このように、将来的に売上高が回復するという前提であれば、固定費の削減よりも変動費の削減(正確には、限界利益率の向上)のほうが、将来の価値を高めてくれます。
※ただし、売上が引き続き下がる局面では固定費削減がセオリーですので、バランスよくコストカットを検討しましょう。
実際のM&Aも意外とシンプル
上記は非常にシンプルな損益構造と将来予想で説明していますが、実は現実のM&Aにおいても、買い手はこのぐらいシンプルな将来予想で会社の価値を値踏みしています。
実際の会社買収では、買い手は対象会社の断片的な資料(インフォメーションメモランダムに記載されている内容)だけで将来の損益予測やシナジー効果を考えていきますので、会社の内情をよく知る売り手からすれば可笑しいぐらい単純に物事を捉えます。

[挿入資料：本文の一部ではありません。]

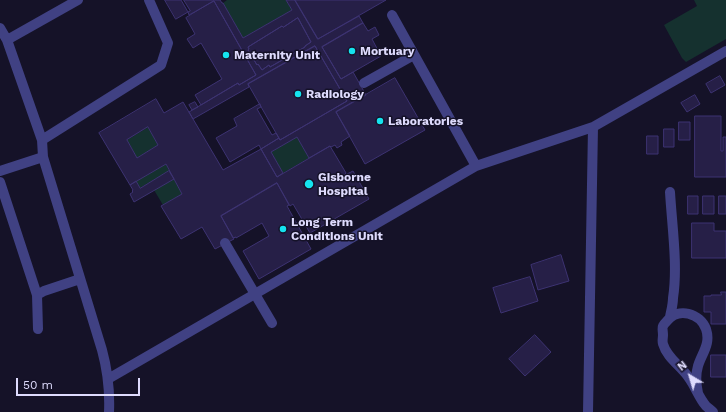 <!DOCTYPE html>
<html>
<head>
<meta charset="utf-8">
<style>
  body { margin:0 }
  #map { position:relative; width:726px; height:412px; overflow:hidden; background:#151228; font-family:"Work Sans",sans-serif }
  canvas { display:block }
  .north { position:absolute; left:670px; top:356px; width:40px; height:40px; -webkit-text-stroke:3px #151228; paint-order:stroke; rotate:322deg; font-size:11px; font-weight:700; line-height:16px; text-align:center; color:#dedbfd }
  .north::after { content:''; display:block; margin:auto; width:14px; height:18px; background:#dedbfd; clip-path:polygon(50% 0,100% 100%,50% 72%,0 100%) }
  .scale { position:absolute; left:16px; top:378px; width:124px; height:18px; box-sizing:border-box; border:2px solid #dedbfd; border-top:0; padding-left:5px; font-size:12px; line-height:14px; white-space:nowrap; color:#dedbfd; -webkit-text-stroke:3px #151228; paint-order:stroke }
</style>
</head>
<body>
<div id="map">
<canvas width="726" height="412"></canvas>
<div class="north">N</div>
<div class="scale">50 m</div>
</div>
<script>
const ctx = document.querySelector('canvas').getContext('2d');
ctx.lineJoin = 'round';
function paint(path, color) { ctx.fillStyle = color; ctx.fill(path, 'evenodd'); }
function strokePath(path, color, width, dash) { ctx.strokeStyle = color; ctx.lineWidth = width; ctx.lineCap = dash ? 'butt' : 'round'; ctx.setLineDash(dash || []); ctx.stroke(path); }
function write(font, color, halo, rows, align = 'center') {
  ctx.font = font + ' "Work Sans",sans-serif'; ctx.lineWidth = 3; ctx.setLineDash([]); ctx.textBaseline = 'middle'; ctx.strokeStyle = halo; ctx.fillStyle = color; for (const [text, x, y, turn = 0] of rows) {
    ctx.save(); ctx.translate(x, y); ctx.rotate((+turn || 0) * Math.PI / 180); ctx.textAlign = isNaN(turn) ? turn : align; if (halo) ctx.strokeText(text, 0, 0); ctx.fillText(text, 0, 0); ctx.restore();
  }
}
paint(new Path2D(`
  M227,0H286L292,10L243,38L223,3Z
  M694,0H726V39L686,62L682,58L664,25L697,6Z
  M148,127L158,145L137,158L127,140Z
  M297,137L309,158L283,173L271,152Z
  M166,164L169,171L140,188L136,181Z
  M174,179L182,194L163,205L154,190Z`), '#15312f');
const building = new Path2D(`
  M165,0H181L188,12L176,19Z
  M184,0H220L222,3H223L243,38L292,10L286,0H295L318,39L359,16L363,23L322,47L341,79L353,72L366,95L336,112L350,136L341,142L342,145L337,148L335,145L331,147L330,146L309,158L297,137L271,152L283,173L277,177L261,149L279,138L280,140L347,101L315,46L248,84L249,87L193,119L189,112L238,83L239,85L256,75L214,1L189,15L188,12L190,11ZM298,18L311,42L305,46V47L270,67L269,65L262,70L258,64L257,65L248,50L249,49L248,47L282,26L283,27Z
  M295,0H386L318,39Z
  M214,1L256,75L239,85L238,83L201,105L195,95L222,79L201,43L193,48L187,39L195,34L186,18Z
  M298,18L311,42L305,46V47L270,67L269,65L262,70L258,64L257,65L248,50L249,49L248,47L282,26L283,27Z
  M363,23L368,31L375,27L379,35L372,39L381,56L341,79L322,47Z
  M315,46L347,101L280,140L248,84Z
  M720,76L725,85L711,93L706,84Z
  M395,78L425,130L365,164L336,112Z
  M695,95L700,104L687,112L681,103Z
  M156,99L164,113L183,102L223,170L261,149L277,177L330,146L346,173L345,174V175L353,171L369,199L310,233L293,204L290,206L277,183L221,216L234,239L215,249L202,227L181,239L161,206L182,194L166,164L130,185L99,133ZM148,127L158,145L137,158L127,140Z
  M195,102L198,107L192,110L189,105Z
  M260,104L261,107L257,109L272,135L276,133L279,138L261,149L259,145L230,162L216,138L237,126L234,119Z
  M695,116H721V151H723V137H726V177H695Z
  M679,122H690V140H679Z
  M664,129H674V147H664Z
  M647,136H658V154H647Z
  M169,171L174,179L134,202L130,194L133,192L132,191L133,190L130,185L136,181L140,188Z
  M277,183L289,205L287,206L311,249L259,279L243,251L269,236L262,223L236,238V237L233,238L221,216Z
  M688,196H698V214H688Z
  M703,196H714V214H703Z
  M719,196H726V214H719Z
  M692,223H714V231H726V258H692Z
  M561,255L569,281L538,290L531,265Z
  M530,277L538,301L501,313L493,288Z
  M721,292H726V324H711V312H704V296H711V295H721Z
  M535,335L551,352L525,376L509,359Z
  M711,355H726V377H711Z`);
paint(building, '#261f47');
strokePath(building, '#3d3372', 1);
strokePath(new Path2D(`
  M392,15L476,166
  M0,28L7,40L42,140L43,157L102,350C108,372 110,389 109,412
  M7,40L78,0
  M364,83L414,55
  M42,140L161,65L168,43L149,0
  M0,171L43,157
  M0,182L37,295L38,329
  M670,192C672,226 678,266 673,298C673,305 671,311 670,317
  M225,243L272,323
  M37,295L44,291L80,279
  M108,379L476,166L593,127
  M698,393C696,384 695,376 698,366C702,353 711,344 706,329C700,313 678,307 667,321C666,322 664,324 663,326C662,328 663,332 663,335C663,338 662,341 663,344C667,358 681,366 689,378C695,386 699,398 706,406C708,408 711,410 713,412
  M588,412L593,127L726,51`), '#404183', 10);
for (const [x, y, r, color] of [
  [352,51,4,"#15e3ef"],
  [226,55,4,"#15e3ef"],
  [298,94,4,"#15e3ef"],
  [380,121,4,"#15e3ef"],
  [309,184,5,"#15e3ef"],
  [283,229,4,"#15e3ef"]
]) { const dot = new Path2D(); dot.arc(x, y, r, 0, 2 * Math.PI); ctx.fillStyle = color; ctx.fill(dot); strokePath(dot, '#151228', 1.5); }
write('bold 12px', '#dedbfd', '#151228', [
  ["Mortuary",360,51],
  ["Maternity Unit",234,55],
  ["Radiology",306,94],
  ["Laboratories",388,121],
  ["Gisborne",318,177],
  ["Hospital",318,191],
  ["Long Term",291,222],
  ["Conditions Unit",291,236]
], 'left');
</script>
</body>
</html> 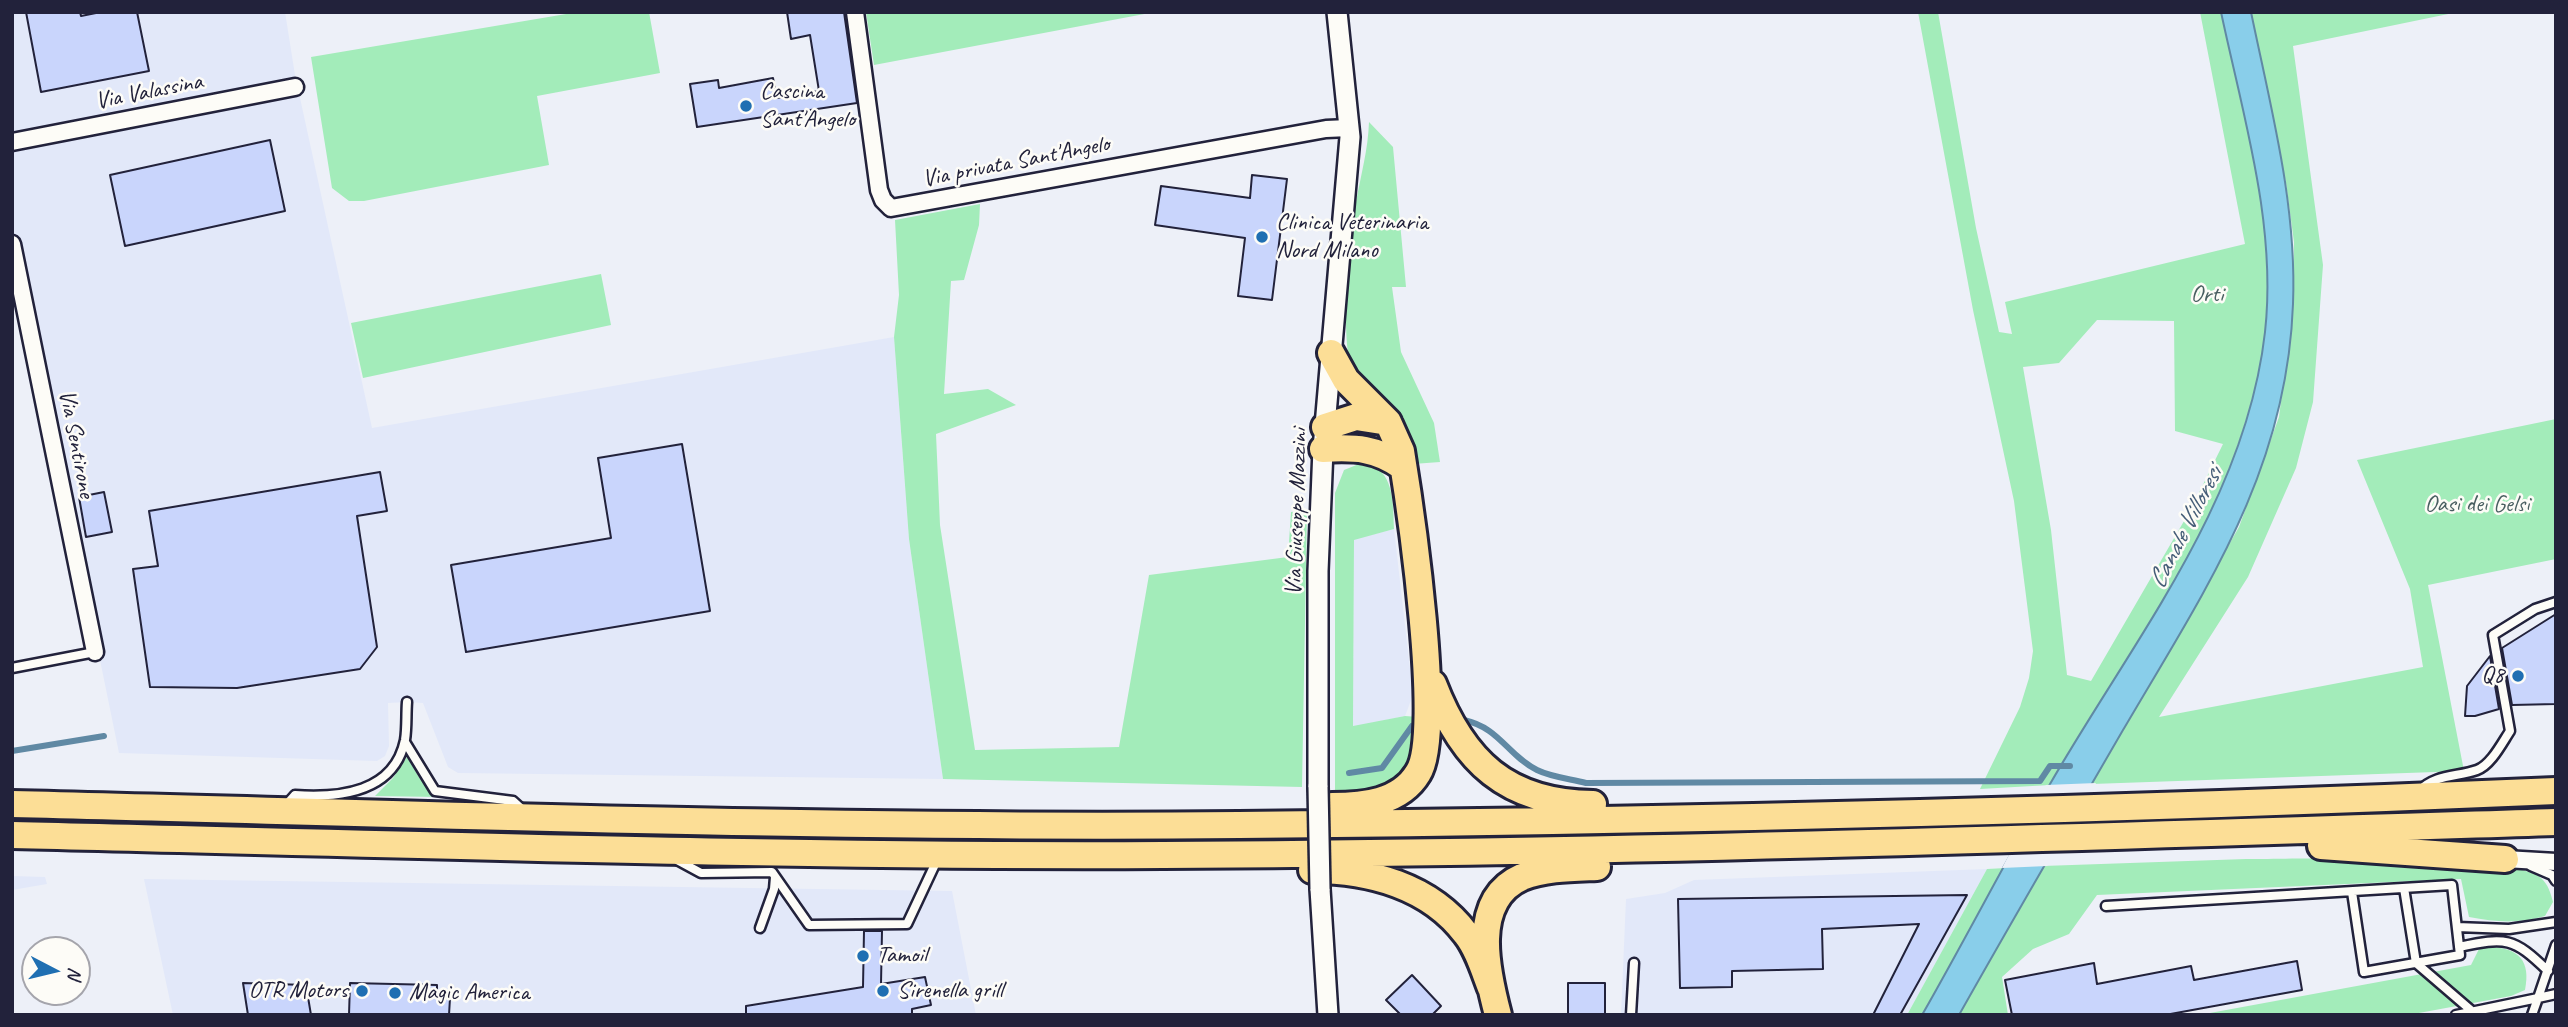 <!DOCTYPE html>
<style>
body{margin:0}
#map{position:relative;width:2568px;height:1027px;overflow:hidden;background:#edf0f8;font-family:Caveat,sans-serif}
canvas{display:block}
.frame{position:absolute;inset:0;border:14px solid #22223b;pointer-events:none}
.north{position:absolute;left:21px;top:936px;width:70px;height:70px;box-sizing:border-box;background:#fdfcf7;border:2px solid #a5a5ac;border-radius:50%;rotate:97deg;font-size:19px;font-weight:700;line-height:28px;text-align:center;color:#22223b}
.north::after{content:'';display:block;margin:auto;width:24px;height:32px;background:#1f6fb2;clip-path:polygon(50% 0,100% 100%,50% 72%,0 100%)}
</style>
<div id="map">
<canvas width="2568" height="1027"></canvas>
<div class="frame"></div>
<div class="north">N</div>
</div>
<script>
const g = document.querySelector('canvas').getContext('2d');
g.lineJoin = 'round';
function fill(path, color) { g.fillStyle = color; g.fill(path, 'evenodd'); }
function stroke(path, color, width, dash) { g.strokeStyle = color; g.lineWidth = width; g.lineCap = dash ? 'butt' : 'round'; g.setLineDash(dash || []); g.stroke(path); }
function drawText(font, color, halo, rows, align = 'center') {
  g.font = font + ' Caveat,sans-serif'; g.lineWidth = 5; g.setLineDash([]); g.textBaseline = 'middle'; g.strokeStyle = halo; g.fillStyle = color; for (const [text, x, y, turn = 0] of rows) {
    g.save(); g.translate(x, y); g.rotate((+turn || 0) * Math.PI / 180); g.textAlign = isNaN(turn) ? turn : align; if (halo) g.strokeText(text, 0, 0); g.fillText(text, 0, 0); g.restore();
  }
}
fill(new Path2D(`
 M 12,12 L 285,12 L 295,75 L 372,428 L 894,337 L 909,539 L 943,779 L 458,773 L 448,767 L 423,703 L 407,702 L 388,703 L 389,746 L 385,756 L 377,761 L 119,753 L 12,229 Z
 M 1394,529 L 1413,695 L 1405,716 L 1353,727 L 1354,539 Z
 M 1987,869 L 1907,1015 L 1621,1015 L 1626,899 L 1665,893 L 1694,880 Z
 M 12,876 L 45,877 L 47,884 L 12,890 Z
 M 144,879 L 952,891 L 976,1015 L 173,1015 Z`), '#e2e8f9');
fill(new Path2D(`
 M 578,12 L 649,12 L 660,73 L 537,96 L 549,165 L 364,201 L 349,201 L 332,188 L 311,57 Z
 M 866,12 L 1155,12 L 874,65 Z
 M 1918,12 L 1938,12 L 1976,228 L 1999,332 L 2012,334 L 2005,302 L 2245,244 L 2200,12 L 2221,12 C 2238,95 2266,189 2268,272 C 2272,461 2145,630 2050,785 L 1980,789 L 2020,707 L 2029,678 L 2033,651 L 2014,501 L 1973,310 ZM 2097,320 L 2174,321 L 2175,431 L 2223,444 L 2191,509 L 2091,681 L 2067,675 L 2051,530 L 2023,367 L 2059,363 Z
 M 2251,12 L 2458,12 L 2293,46 L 2323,265 L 2313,402 L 2296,468 L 2248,577 L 2159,717 L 2423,667 L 2410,589 L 2357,460 L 2556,419 L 2556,559 L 2428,585 L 2464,771 L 2092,784 L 2239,527 L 2279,417 L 2293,305 L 2294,242 L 2286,183 Z
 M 1369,122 L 1393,147 L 1406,287 L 1392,287 L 1401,352 L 1434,423 L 1440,462 L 1413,464 L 1351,369 C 1341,331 1348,241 1356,202 C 1361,174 1368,150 1369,122 Z
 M 980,204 L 979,225 L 964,280 L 951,281 L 944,394 L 988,389 L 1016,405 L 936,434 L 940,525 L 975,750 L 1119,747 L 1149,575 L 1288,557 L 1291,512 L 1307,511 L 1302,787 L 943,779 L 909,539 L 894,337 L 899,295 L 895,220 Z
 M 601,274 L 611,325 L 363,378 L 351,323 Z
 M 1364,462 C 1395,470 1393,503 1394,529 L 1354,540 L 1353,726 L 1405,716 L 1418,717 L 1411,767 L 1384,791 L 1335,800 L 1335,493 L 1344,470 Z
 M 407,757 L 420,779 L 438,797 L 375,796 L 393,778 Z
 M 2246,859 C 2296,859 2511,852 2541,878 C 2548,884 2551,894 2553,902 L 2545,916 C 2518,924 2496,922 2469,917 L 2461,879 L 2097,895 L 2069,934 L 2033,949 L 2002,977 L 2008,1015 L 1959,1015 L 2043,866 Z
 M 2006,868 L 1922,1015 L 1907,1015 L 1987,869 Z
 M 2490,947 C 2519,948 2531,961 2525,990 L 2511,996 L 2408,1015 L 2199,1015 L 2471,965 L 2479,949 Z`), '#a3ecba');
const water = new Path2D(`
 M 2221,12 L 2251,12 C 2271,109 2297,205 2293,304 C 2287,472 2205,590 2123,730 C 2068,825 2013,919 1959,1015 L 1922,1015 C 1966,938 2006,860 2050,784 C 2133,640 2246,502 2265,332 C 2277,225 2243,116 2221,12 Z`);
fill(water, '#89ceea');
stroke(water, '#6089a4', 2);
fill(new Path2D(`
 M 2096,783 L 2047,866 L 2002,868 L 2046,785 Z`), '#edf0f8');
stroke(new Path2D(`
 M 1464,720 C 1500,728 1507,755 1537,770 C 1551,777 1571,779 1586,783 L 2040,781 L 2050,766 L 2070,766
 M 12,751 L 104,736
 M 1349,773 L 1382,768 L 1412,726`), '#6089a4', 6);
const building = new Path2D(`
 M 26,12 L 80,12 L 81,16 L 101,12 L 137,12 L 149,71 L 41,92 Z
 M 787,12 L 844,12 L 857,103 L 697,127 L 690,84 L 718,80 L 719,88 L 773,78 L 777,98 L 819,91 L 810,35 L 791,39 Z
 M 270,140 L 285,211 L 125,246 L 110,175 Z
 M 1252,175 L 1287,179 L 1272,300 L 1238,296 L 1245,238 L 1155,225 L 1161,186 L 1250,198 Z
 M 682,444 L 710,611 L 466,652 L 451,565 L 611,538 L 598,458 Z
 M 380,472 L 387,511 L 357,516 L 377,647 L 360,669 L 237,688 L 150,687 L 133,569 L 158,566 L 149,511 Z
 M 104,492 L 112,532 L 86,537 L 79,497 Z
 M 2556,614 L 2556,704 L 2512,705 L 2502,648 Z
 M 2490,656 L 2499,709 L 2475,716 L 2465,716 L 2467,686 Z
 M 1967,895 L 1900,1015 L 1873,1015 L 1919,924 L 1822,929 L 1823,969 L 1732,971 L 1732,987 L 1680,988 L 1678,899 Z
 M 864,931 L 882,931 L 881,984 L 925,977 L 931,1005 L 912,1009 L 912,1015 L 746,1015 L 746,1006 L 863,987 Z
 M 2297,961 L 2302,990 L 2165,1015 L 2012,1015 L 2005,980 L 2094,963 L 2097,984 L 2191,966 L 2194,980 Z
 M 1412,975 L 1441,1006 L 1432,1015 L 1401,1015 L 1386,1000 Z
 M 243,983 L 306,985 L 311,1015 L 248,1015 Z
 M 350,983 L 437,985 L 437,997 L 450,998 L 449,1015 L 349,1015 Z
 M 1568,983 L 1605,983 L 1605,1015 L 1568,1015 Z`);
fill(building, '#c9d5fc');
stroke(building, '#22223b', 2);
const service = new Path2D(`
 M 12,668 L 95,652
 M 405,742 L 435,791 L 513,801 L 524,811
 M 2419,791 C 2435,774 2457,777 2477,770 C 2491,765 2502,743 2510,731 L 2493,635 L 2535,609 L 2556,602
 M 287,804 L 295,795 C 339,798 394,793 405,740 C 407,728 406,715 407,702
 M 677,860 L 701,873 L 772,872 L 809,925 L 907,924 L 938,858
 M 2531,866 L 2552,875 L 2556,881
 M 2404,888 L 2416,963 L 2473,1012
 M 2106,906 L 2452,885 L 2460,955 L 2364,972 L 2352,892
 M 2457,927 L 2509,929 L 2556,922
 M 760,928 L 774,889 L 775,877
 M 2459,947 C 2506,937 2513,937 2548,971
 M 1631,1015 L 1634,963
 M 2456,1015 L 2538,998 L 2556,945
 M 2532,1015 L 2538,998 L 2556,994`);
const minor = new Path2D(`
 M 855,12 L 879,190 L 883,200 L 891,208 L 1326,129 L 1349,128
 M 12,142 L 295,87
 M 12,244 L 95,652
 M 2505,859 L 2556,862`);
const tertiary = new Path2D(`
 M 1318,787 L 1318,571 L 1323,449 L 1350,137 L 1337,12
 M 1320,889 L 1328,1015`);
const trunk = new Path2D(`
 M 1331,353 L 1346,380 L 1388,422 L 1401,451 C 1410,506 1444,734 1418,773 C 1400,803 1363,806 1332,806
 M 1325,427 L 1356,417 L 1388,422
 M 1323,449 C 1355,447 1377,448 1403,467
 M 1433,684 C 1463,762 1507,803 1593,804
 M 12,804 C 421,814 831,829 1239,825 C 1678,821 2117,810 2556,791
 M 12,835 C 396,844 779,857 1163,855 C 1627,853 2091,837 2556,822
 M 2321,846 L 2505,859
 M 1312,870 C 1370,870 1430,886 1466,934 C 1478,949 1484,970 1491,988
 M 1498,1015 C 1487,973 1469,900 1522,877 C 1545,868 1572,868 1597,867`);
stroke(service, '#22223b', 13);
stroke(minor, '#22223b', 21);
stroke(tertiary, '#22223b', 24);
stroke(trunk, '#22223b', 32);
stroke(service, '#fdfcf7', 8);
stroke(minor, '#fdfcf7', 16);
stroke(tertiary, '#fdfcf7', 19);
stroke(trunk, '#fcde96', 26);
const tertiaryBridge = new Path2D(`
 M 1318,787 L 1320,889`);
stroke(tertiaryBridge, '#22223b', 24, []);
stroke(tertiaryBridge, '#fdfcf7', 19);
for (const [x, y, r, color] of [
 [746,106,7,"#1f6fb2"],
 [1262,237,7,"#1f6fb2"],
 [2518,676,7,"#1f6fb2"],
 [863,956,7,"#1f6fb2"],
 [362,991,7,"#1f6fb2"],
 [883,991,7,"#1f6fb2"],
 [395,993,7,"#1f6fb2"]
]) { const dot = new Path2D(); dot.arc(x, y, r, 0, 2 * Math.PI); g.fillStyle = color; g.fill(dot); stroke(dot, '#fdfcf7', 2.5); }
drawText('24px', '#22223b', '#fdfcf7', [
 ["Via Valassina",149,92,-11],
 ["Via privata Sant'Angelo",1016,162,-11],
 ["Via Sentirone",76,444,79],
 ["Via Giuseppe Mazzini",1297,512,-88]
]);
drawText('24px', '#22223b', '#fdfcf7', [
 ["Cascina",760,92],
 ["Sant'Angelo",760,120],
 ["Clinica Veterinaria",1276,223],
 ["Nord Milano",1276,251],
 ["Q8",2504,676,"right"],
 ["Tamoil",877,956],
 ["OTR Motors",348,991,"right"],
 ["Sirenella grill",897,991],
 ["Magic America",409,993]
], 'left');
drawText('24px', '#495f61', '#fdfcf7', [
 ["Orti",2207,295],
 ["Oasi dei Gelsi",2477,505]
]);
drawText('italic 26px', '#465e78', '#fdfcf7', [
 ["Canale Villoresi",2186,528,-63]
]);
</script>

逆に言えば、このぐらいシンプルに分析されても、正しく会社の将来性が伝わるように丁寧な説明が求められるのです。
変動費を削減する経営施策の例
最後に、変動費を削減するヒントとして、経営施策の例をご紹介しましょう。自社の実情に合わせて現実的なものを実施してみましょう。
- 仕入交渉を行い、仕入単価を引き下げる
- 店舗・工場のオペレーションを見直し、パート・アルバイトの時間を削減する
- 固定費である正社員の空き時間を把握し、パート・アルバイトと交代させる
- 売上連動やクリック連動の広告・販売手数料を抑える
- 発送業者を変更して運賃を引き下げる
なお、重要なことは「限界利益率を下げる」ことですので、少々劇薬になりますが、
- 商品を少し豪華にする代わりに、売り値を引き上げる(Ex.ランチセットにサラダを付ける代わりに100円値上げする)
という方法も有効です。仮に値上げで売上が下がっても、限界利益率が向上していれば、売上が回復した際の利益が増えるからです。
おわりに
今回は、到来が懸念されている不景気において、M&A市場がどうなるかの予想と、それに対応する方法について、筆者の意見をご紹介しました。
M&A市場は収縮することはあっても、なくなることはありません。基本に忠実にうまく立ち回ることは、好況・不況に関係なく満足できるM&Aにつながる唯一の道です。
ぜひ、ご自身のビジネス環境と業績状況を冷静に分析し、後悔しない最良の判断をしてください。